Albury and Wodonga Councils are working together to protect the local environment – and the community is being asked to play a key role in determining how it’s done.
The Regional Natural Environment Strategy will provide a cross-border vision to guide both councils in the best ways of managing public reserves and parks, as well as private properties, across both cities so that flora, fauna and the general amenity of our neighbourhoods are preserved and enhanced for future generations to enjoy.
The strategy will determine how each council manages public land and everything that lives upon it, from the smallest insects to the largest animals as well as natural features such as streams, trees and grasslands. It will not only provide direction for the care of more than 6,000 hectares of locally-managed reserves but also to parks and gardens.
However, it’s not just about public places. The strategy also aims to secure significant ‘buy-in’ from private landholders to increase protection of biodiversity in all pockets of our region - so it could even include ways of protecting the inhabitants of your own back yard.
To help us find the best way forward, we’ve recently conducted surveys to gather the thoughts and ideas of the community with separate platforms for children to share their suggestions. As part of this consultation process, we also held community workshops, drop-in sessions and stalls at the farmers’ markets.
A priority is recognition of the culture of the land’s traditional owners and input from the Aboriginal community as custodians of the land for tens of thousands of years has been a key part of the consultation process.
The project is a true cross-border collaboration with the border itself – the Murray River – being a central component of the strategy. This means the river is not a division between people, but actually a uniting factor of the strategy and also symbolic of the close co-operation of the two councils under the Two Cities One Community partnership.

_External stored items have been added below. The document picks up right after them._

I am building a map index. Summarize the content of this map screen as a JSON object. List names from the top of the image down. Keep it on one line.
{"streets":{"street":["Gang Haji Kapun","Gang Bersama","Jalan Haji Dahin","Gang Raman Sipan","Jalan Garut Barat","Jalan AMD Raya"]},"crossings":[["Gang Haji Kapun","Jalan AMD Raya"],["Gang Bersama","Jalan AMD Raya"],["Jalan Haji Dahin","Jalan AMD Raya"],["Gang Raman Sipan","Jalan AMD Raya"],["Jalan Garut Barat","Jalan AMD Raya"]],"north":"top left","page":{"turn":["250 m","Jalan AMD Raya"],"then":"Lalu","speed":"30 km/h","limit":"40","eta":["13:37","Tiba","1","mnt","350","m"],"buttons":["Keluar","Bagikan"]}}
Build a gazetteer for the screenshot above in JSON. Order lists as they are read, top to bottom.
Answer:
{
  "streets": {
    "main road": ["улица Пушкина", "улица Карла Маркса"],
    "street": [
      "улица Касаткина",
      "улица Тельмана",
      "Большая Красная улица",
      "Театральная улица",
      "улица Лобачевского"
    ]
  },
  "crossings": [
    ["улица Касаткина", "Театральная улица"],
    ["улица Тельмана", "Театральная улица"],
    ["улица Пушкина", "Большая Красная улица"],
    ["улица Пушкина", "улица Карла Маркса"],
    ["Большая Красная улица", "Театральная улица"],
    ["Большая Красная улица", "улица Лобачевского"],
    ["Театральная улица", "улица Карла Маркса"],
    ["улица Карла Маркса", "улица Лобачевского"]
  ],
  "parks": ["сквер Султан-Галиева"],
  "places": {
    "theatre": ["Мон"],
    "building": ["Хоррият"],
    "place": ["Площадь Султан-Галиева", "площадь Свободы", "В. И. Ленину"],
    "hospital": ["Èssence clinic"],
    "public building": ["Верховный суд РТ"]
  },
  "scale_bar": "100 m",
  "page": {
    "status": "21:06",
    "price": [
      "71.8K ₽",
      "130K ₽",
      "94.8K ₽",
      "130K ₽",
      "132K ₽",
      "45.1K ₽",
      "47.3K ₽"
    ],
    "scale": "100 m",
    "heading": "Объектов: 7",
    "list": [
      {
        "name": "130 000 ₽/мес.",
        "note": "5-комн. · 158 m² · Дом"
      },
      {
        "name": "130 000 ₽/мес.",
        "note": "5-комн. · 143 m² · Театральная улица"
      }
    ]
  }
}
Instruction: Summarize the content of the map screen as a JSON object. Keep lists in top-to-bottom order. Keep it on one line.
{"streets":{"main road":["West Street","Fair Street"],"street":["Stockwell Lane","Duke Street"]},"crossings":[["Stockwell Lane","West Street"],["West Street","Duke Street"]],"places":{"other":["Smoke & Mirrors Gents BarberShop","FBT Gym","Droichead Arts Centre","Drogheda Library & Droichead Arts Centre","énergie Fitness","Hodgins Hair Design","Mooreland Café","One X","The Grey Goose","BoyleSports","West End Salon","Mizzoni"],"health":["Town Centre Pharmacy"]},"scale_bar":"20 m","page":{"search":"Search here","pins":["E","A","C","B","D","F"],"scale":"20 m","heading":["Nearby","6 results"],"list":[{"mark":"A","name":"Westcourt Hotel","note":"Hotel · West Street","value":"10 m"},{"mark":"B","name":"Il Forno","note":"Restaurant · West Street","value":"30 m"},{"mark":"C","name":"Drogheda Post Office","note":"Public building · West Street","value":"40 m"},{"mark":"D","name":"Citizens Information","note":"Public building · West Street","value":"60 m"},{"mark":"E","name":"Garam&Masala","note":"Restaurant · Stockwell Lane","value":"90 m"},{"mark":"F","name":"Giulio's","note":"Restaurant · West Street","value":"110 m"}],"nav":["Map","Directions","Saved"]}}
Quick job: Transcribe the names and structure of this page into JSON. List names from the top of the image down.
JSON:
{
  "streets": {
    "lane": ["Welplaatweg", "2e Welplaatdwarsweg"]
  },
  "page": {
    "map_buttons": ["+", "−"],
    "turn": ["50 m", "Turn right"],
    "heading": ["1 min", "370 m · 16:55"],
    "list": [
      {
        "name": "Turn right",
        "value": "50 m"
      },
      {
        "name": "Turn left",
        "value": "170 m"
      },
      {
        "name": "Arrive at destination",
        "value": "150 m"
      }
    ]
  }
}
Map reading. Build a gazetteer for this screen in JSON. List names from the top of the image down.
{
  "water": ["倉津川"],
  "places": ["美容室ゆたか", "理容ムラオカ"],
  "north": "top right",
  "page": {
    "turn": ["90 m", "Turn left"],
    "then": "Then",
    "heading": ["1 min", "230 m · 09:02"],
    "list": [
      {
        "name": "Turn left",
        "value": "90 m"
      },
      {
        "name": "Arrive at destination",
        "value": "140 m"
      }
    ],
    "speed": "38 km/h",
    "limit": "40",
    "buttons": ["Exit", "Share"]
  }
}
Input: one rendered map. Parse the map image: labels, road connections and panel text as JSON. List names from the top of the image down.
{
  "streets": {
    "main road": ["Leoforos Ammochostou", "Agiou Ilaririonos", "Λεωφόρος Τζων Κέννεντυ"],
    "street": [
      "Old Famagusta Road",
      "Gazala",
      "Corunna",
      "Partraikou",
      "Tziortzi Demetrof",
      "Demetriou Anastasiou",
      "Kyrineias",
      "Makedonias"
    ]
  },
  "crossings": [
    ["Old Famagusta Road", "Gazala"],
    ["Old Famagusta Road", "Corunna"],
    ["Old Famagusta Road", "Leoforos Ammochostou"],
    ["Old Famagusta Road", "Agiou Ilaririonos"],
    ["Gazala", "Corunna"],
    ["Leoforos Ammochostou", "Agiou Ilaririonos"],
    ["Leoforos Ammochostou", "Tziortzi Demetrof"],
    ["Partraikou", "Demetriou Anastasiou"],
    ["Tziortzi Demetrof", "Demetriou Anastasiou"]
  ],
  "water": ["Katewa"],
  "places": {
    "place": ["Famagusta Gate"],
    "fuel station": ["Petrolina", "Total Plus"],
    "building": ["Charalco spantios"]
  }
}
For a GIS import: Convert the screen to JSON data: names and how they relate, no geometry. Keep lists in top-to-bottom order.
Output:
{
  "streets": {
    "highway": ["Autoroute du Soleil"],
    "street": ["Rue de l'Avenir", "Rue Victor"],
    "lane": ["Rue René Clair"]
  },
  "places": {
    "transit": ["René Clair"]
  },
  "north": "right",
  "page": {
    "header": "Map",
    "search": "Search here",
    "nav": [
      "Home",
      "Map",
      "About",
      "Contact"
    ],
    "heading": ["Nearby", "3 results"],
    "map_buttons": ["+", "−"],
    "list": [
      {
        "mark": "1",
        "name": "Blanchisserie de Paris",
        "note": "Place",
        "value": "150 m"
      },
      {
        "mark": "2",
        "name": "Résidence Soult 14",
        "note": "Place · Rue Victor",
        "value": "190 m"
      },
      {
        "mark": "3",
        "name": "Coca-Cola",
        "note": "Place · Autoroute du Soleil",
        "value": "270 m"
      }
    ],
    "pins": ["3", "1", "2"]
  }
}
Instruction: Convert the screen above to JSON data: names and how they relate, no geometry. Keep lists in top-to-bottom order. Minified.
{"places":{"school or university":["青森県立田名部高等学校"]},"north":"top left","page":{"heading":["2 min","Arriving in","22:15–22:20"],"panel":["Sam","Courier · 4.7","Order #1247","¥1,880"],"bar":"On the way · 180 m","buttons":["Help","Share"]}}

Some of the bigger targets of the strategy might include protecting the 63 endangered animal and plant species in our region, such as the squirrel glider or spider orchid. However, there will also be a strong focus on our environment’s common features, such as the insects that help to provide the food we eat and the trees that contribute to the air we breathe.
These will all be critical parts of the strategy to guide us through the rapid growth of both cities, ensuring we achieve that growth with a manageable impact on issues such as land clearing, loss of habitat, threats from feral species and the effects of climate change.
The strategy will provide a regional blueprint to achieve these aims, reducing duplication, creating a united voice for advocacy and providing a clearer understanding of the problems and challenges for government agencies and others to make a real difference.
However, it’s not just a matter for scientists and policy-makers. We can all contribute by making changes in and around our homes. These changes could be as simple as adopting wildlife-sensitive practices around pet ownership, creating wildlife-friendly gardens and creating habitat for those species we want to protect.
I’d like to thank everyone who’s contributed so far, whether through the on-line surveys, workshops or drop-in sessions.
This input has been vital to determine not only the issues of importance to the community but also to harness the knowledge, ideas and creativity of the people who call our region home.
The next step will be to develop a draft strategy that will go on public exhibition for more community feedback.
From there, we’ll be well placed to present a united effort in making sure our beautiful natural environment and the amazing creatures that live there are preserved for future generations to enjoy – thanks once again to a productive partnership between our community and their two councils.